Segment Start: DATA FOR ANALYSIS

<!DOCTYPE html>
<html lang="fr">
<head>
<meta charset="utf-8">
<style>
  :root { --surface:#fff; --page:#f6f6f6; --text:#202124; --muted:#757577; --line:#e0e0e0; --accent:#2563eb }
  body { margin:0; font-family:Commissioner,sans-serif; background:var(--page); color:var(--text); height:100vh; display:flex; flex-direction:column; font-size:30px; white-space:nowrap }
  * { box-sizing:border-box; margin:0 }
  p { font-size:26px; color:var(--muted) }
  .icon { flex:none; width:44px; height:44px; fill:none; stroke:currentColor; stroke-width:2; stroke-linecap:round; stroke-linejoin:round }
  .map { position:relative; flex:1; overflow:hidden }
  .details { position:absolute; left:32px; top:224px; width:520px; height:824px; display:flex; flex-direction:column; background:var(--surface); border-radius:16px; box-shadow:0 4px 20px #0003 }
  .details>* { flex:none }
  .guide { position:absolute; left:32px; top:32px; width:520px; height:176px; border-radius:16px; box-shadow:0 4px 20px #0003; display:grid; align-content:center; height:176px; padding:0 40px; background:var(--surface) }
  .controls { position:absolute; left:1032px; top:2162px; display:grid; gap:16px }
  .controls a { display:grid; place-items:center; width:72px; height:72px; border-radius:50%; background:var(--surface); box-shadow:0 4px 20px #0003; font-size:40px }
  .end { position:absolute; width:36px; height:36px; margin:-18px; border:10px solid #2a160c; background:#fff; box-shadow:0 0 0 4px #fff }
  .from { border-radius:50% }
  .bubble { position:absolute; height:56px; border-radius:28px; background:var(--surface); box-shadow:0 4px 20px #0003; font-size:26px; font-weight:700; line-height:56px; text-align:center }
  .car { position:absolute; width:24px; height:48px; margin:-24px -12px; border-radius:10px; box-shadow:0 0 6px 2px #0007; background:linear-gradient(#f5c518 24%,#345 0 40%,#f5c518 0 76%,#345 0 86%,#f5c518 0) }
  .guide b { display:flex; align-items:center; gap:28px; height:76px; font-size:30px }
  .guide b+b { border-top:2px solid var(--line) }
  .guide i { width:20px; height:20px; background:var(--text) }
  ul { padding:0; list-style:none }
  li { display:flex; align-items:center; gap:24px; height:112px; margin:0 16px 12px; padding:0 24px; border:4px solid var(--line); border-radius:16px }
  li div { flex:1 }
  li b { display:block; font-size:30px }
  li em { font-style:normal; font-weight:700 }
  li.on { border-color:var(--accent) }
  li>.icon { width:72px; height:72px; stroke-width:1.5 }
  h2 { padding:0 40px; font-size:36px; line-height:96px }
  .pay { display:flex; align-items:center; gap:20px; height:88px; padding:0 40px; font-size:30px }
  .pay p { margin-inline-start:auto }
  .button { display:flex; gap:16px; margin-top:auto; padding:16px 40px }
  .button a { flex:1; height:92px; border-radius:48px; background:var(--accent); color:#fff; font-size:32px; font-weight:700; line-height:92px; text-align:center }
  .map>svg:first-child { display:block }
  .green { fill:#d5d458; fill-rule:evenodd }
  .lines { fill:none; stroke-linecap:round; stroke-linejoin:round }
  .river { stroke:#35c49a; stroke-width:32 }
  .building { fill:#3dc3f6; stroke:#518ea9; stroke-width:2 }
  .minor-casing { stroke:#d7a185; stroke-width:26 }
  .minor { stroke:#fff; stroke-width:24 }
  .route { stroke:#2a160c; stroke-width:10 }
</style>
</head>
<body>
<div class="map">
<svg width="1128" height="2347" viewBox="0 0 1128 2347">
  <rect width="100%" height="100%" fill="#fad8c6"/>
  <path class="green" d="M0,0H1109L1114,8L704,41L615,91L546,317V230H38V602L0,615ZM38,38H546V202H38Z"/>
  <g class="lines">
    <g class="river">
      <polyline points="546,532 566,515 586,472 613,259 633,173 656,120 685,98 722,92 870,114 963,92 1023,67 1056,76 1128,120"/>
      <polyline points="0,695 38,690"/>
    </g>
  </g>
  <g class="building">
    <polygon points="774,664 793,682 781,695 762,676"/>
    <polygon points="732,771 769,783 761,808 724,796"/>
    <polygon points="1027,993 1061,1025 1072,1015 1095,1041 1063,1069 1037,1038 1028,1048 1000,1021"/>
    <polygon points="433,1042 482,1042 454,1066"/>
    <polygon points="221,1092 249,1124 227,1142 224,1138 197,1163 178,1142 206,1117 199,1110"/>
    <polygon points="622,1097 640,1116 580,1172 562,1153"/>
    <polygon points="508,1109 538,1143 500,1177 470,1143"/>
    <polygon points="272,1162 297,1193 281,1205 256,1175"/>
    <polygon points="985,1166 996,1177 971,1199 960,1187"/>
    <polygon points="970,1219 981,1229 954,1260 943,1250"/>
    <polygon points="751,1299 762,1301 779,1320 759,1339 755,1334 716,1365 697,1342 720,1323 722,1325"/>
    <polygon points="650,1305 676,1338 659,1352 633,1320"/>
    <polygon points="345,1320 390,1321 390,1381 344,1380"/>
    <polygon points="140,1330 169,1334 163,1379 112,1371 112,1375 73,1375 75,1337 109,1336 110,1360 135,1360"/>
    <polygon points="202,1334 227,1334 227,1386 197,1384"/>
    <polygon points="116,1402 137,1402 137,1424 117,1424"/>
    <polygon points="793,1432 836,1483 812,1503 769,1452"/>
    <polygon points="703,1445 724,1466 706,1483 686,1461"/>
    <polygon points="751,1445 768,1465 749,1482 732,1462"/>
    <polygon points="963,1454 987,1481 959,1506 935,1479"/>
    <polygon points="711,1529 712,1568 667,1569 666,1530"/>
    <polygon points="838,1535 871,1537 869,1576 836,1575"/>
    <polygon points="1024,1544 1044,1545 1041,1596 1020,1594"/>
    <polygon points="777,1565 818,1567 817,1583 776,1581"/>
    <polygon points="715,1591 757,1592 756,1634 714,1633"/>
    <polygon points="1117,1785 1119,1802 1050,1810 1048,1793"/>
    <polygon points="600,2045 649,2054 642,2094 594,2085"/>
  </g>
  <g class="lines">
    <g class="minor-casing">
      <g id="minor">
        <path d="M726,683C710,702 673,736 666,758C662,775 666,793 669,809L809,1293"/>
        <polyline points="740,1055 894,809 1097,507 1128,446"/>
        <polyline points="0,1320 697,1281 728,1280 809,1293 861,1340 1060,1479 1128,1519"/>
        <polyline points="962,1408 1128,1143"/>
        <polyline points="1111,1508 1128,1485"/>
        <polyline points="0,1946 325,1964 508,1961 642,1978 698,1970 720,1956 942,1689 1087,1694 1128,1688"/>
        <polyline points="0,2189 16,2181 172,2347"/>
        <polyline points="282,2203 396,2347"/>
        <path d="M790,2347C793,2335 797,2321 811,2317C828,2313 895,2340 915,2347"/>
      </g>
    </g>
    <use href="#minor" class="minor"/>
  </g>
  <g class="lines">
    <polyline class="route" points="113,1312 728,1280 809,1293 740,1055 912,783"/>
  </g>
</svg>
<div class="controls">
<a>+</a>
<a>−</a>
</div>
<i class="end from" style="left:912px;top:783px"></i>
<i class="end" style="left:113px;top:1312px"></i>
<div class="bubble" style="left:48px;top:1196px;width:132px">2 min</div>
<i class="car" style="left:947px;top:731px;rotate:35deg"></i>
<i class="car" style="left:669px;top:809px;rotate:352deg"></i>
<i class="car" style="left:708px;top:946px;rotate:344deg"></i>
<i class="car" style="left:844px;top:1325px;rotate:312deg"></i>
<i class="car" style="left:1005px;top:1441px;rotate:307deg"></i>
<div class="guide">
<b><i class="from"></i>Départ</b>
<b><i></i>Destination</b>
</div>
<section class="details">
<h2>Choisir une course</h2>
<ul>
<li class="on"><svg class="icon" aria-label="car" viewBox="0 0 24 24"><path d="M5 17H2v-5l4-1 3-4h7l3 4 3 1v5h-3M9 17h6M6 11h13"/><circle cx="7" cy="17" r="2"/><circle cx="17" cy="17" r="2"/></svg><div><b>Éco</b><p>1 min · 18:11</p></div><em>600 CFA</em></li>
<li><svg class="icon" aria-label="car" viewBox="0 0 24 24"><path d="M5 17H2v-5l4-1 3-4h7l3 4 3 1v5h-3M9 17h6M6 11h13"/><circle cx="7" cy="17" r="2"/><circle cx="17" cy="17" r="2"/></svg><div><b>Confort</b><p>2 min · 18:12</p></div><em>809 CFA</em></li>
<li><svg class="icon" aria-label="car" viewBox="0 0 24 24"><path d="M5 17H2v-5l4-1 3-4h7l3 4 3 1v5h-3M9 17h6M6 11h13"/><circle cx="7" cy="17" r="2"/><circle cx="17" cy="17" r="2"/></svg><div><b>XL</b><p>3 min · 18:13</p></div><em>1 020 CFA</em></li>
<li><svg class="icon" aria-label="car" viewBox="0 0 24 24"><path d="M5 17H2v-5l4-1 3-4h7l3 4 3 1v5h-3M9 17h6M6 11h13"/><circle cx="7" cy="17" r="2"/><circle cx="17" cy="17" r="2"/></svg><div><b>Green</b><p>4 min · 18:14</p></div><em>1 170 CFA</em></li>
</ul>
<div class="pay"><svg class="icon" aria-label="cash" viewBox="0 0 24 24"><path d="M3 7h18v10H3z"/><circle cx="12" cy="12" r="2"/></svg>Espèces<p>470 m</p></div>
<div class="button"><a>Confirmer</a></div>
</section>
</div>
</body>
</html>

Segment End: DATA FOR ANALYSIS

Scan the material and collect every line that contains "linejoin".

  .icon { flex:none; width:44px; height:44px; fill:none; stroke:currentColor; stroke-width:2; stroke-linecap:round; stroke-linejoin:round }
  .lines { fill:none; stroke-linecap:round; stroke-linejoin:round }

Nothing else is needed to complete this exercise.